I blinked. My brain was such a hazy mess of shame and humiliation that it took several seconds for his words to register. I really… hadn’t given anything away… had I? Not yet, anyway—I’d been rescued before I’d gotten a chance to. But… was I going to? I didn’t know. I hated that.
“What do I do now?” I said, my voice raw.
Stalker paused, closing his eyes. He was silent for what felt like forever. Finally he said, “Take some time to recover. You’re exempt from training and missions for now.”
I let out a breath as a rush of… something hit me in the chest. Relief? I wouldn’t have to endure anything like that ever again. Shame? I’d failed so badly I wasn’t getting another chance. Anger? He was basically saying that I was no use to the team anymore.
I didn’t want to go on any missions—so then why did his words feel like a punch to the gut?
I muttered something in response and then left before I made the mistake of sharing how I felt. I was hoping I could make it back to my room without anyone seeing me. But Rudy approached me as I exited the elevator on my floor. He fidgeted uncomfortably, avoiding eye contact, like he knew I didn’t want to see anyone right now.
“Hey Jade, uh… wanna hang out and watch League tournaments? I downloaded the ‘96 Kanto top cut—I heard it was pretty awesome.”

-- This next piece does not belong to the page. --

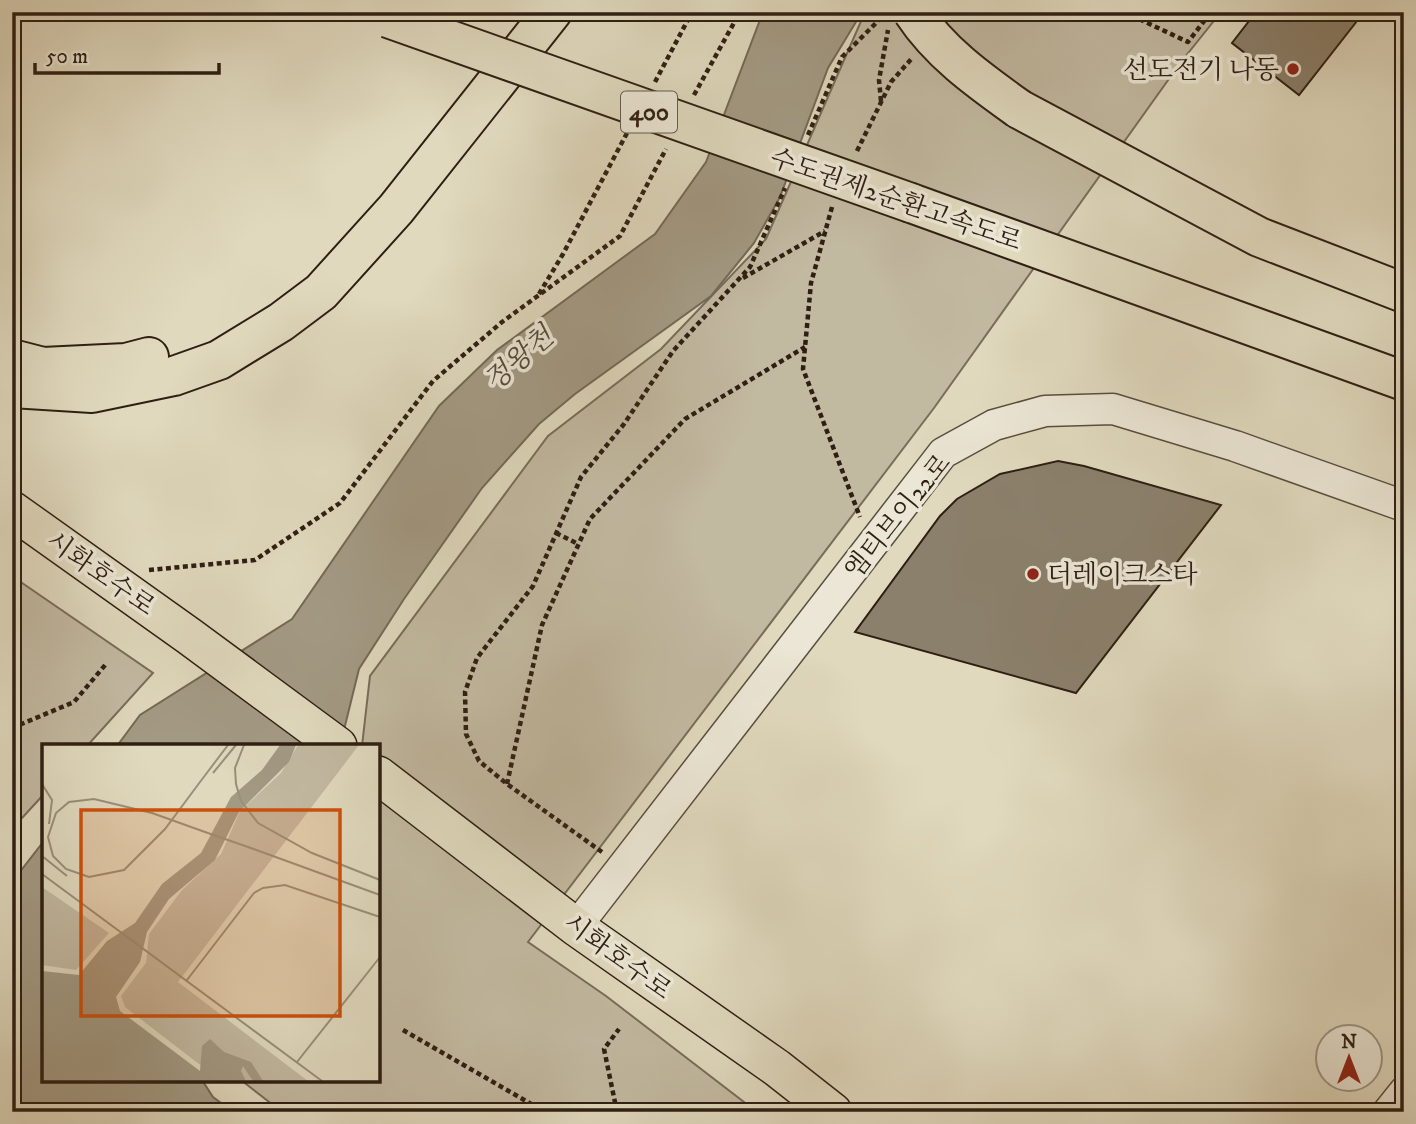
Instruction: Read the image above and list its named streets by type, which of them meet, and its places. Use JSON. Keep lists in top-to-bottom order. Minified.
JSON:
{"streets":{"highway":["400","수도권제2순환고속도로"],"main road":["시화호수로"],"street":["엠티브이22로"]},"crossings":[["엠티브이22로","시화호수로"]],"water":["정왕천"],"places":["선도전기 나동","더레이크스타"],"scale_bar":"50 m","north":"top"}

I just wanted to fall asleep and forget the entire day.
“No thanks.”
I walked past him so I didn’t have to see the look of disappointment on his face. Something told me it would’ve hurt as much as… well, as much as everything else did. My actions were on autopilot as I scanned my room key and shuffled inside, my mind a swirling mess of conflicting emotions that I didn’t want to sort through. Instead, I walked straight to my bed and collapsed face-down onto it.

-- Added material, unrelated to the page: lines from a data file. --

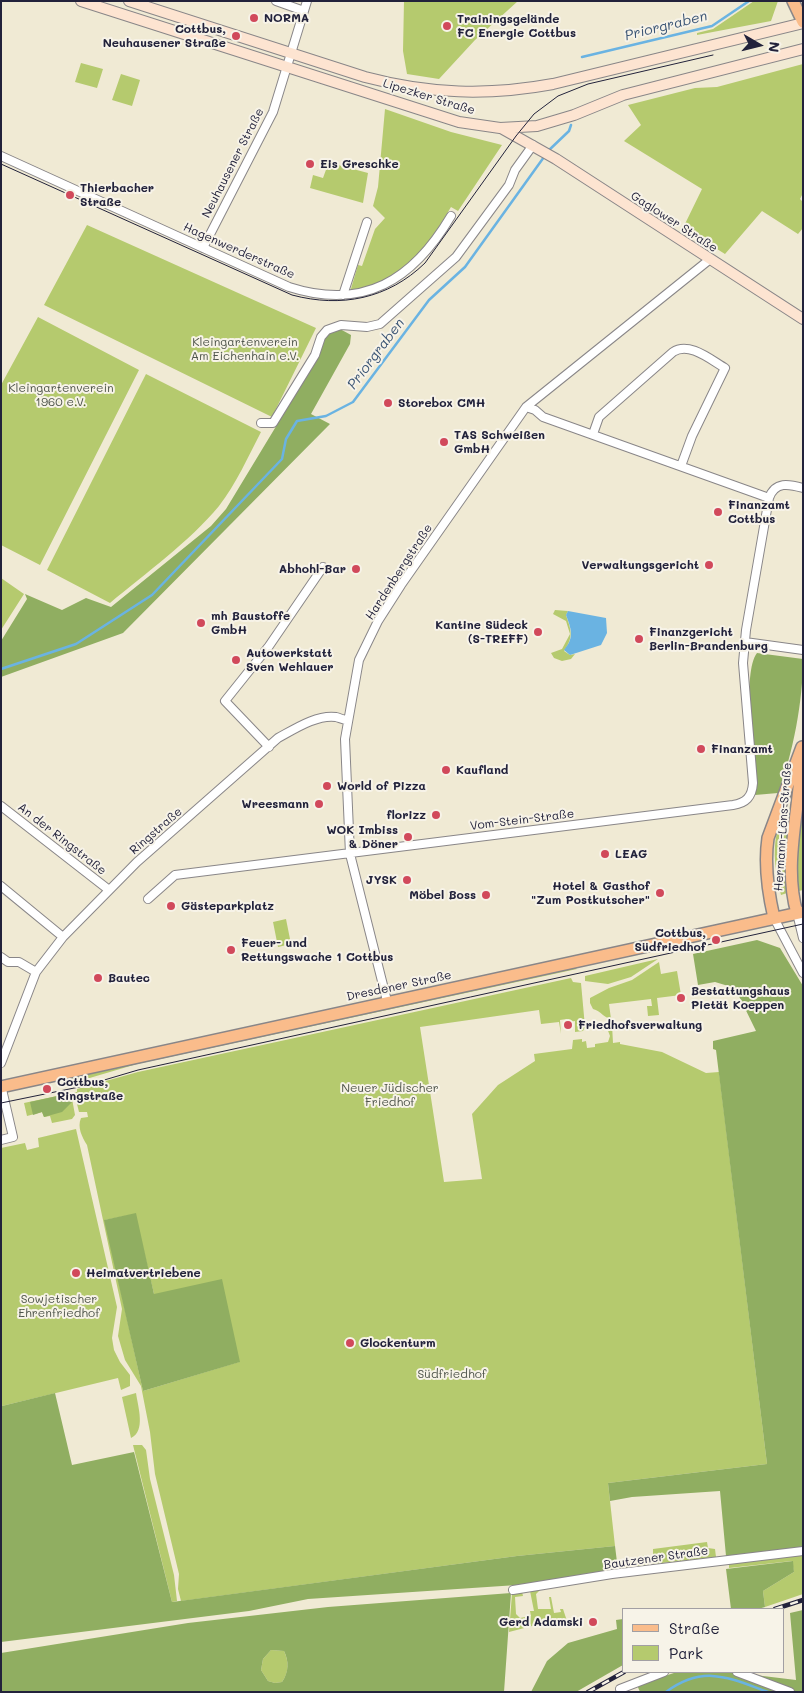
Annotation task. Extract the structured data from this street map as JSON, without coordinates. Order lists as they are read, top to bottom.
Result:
{
  "streets": {
    "main road": [
      "Lipezker Straße",
      "Gaglower Straße",
      "Hermann-Löns-Straße",
      "Dresdener Straße"
    ],
    "street": [
      "Neuhausener Straße",
      "Hagenwerderstraße",
      "Hardenbergstraße",
      "Vom-Stein-Straße",
      "Ringstraße",
      "An der Ringstraße",
      "Bautzener Straße"
    ]
  },
  "crossings": [
    ["Lipezker Straße", "Neuhausener Straße"],
    ["Lipezker Straße", "Gaglower Straße"],
    ["Neuhausener Straße", "Hagenwerderstraße"],
    ["Gaglower Straße", "Hardenbergstraße"],
    ["Hardenbergstraße", "Vom-Stein-Straße"],
    ["Hardenbergstraße", "Ringstraße"],
    ["Hardenbergstraße", "Dresdener Straße"],
    ["Hermann-Löns-Straße", "Dresdener Straße"],
    ["Ringstraße", "An der Ringstraße"]
  ],
  "water": ["Priorgraben"],
  "parks": [
    "Kleingartenverein Am Eichenhain e.V.",
    "Kleingartenverein 1960 e.V.",
    "Neuer Jüdischer Friedhof",
    "Sowjetischer Ehrenfriedhof",
    "Südfriedhof"
  ],
  "places": [
    "NORMA",
    "Trainingsgelände FC Energie Cottbus",
    "Cottbus, Neuhausener Straße",
    "Eis Greschke",
    "Thierbacher Straße",
    "Storebox CMH",
    "TAS Schweißen GmbH",
    "Finanzamt Cottbus",
    "Verwaltungsgericht",
    "Abhohl-Bar",
    "mh Baustoffe GmbH",
    "Kantine Südeck (S-TREFF)",
    "Finanzgericht Berlin-Brandenburg",
    "Autowerkstatt Sven Wehlauer",
    "Finanzamt",
    "Kaufland",
    "World of Pizza",
    "Wreesmann",
    "florizz",
    "WOK Imbiss & Döner",
    "LEAG",
    "JYSK",
    "Hotel & Gasthof \"Zum Postkutscher\"",
    "Möbel Boss",
    "Gästeparkplatz",
    "Cottbus, Südfriedhof",
    "Feuer- und Rettungswache 1 Cottbus",
    "Bautec",
    "Bestattungshaus Pietät Koeppen",
    "Friedhofsverwaltung",
    "Cottbus, Ringstraße",
    "Heimatvertriebene",
    "Glockenturm",
    "Gerd Adamski"
  ],
  "legend": ["Straße", "Park"],
  "north": "right"
}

I should’ve let my Pokémon out for the night. That’s what I always did. But then I’d have to explain to them, and that… really didn’t sound appealing. Not right now. Maybe later. Or never.
At some point, I managed to kick off my shoes and worm my way under the covers, although I wasn’t entirely sure when. The blankets felt soft and warm against my skin. Nothing like the cold, hard concrete floor of the cell. But there were moments where I could have sworn I was back there. Like I’d just imagined the escape, and any second I’d feel Astrid standing over me telling me my time was up. I kept seeing flashes of light in my peripheral vision. Flinching, expecting another burst of lightning.

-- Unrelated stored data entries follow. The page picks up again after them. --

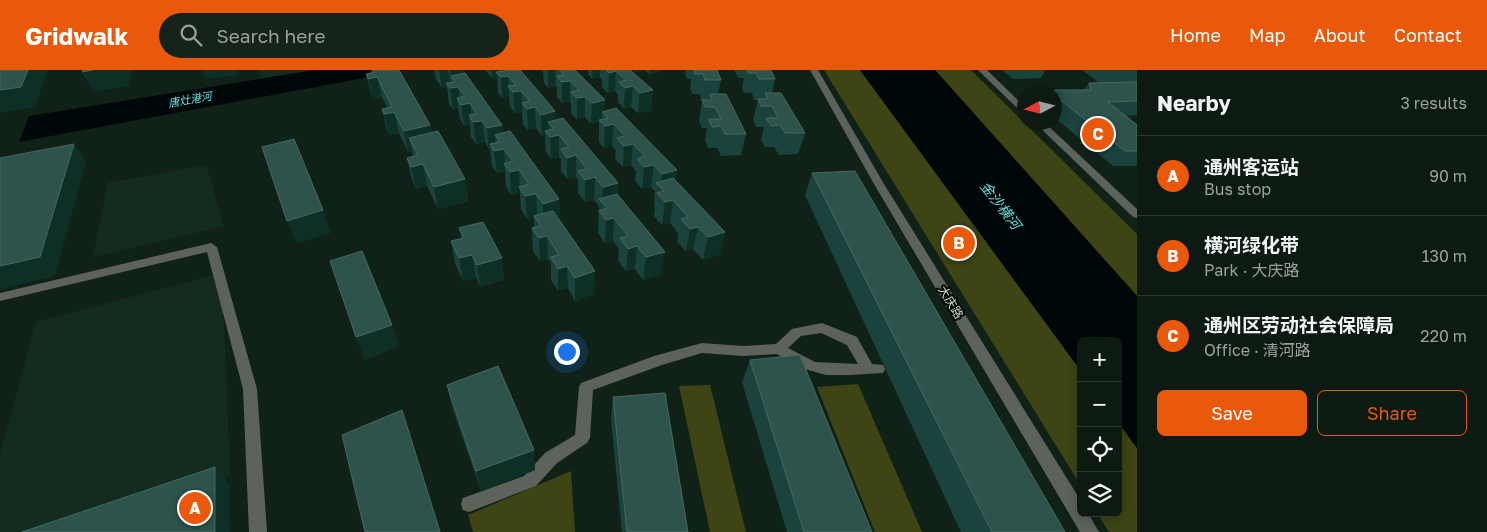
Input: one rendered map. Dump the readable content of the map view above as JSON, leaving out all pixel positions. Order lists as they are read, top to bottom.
{
  "streets": {
    "street": ["大庆路"]
  },
  "water": ["唐灶港河", "金沙横河"],
  "north": "left",
  "page": {
    "header": "Gridwalk",
    "search": "Search here",
    "nav": [
      "Home",
      "Map",
      "About",
      "Contact"
    ],
    "heading": ["Nearby", "3 results"],
    "pins": ["C", "B", "A"],
    "list": [
      {
        "mark": "A",
        "name": "通州客运站",
        "note": "Bus stop",
        "value": "90 m"
      },
      {
        "mark": "B",
        "name": "横河绿化带",
        "note": "Park · 大庆路",
        "value": "130 m"
      },
      {
        "mark": "C",
        "name": "通州区劳动社会保障局",
        "note": "Office · 清河路",
        "value": "220 m"
      }
    ],
    "map_buttons": ["+", "−"],
    "buttons": ["Save", "Share"]
  }
}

It was stupid. I was home, I was safe… why was it still affecting me? There was absolutely no chance I’d be attacked here. But my thoughts kept straying back to the detention cell, no matter how badly I wanted them to stop. That feeling of being useless, unable to fight back, completely at her mercy, knowing that when push came to shove, I’d betray everyone.
The feeling burned. I clenched my fists, swallowing hard. I had to ignore it. I had to forget it. It didn’t matter. I’d escaped. I was never going back there. She couldn’t hurt me anymore.
I closed my eyes slowly, digging my nails into my palms as hot tears streamed down my face.
It wasn’t real. It didn’t happen.
In my dreams, I saw nothing but lightning.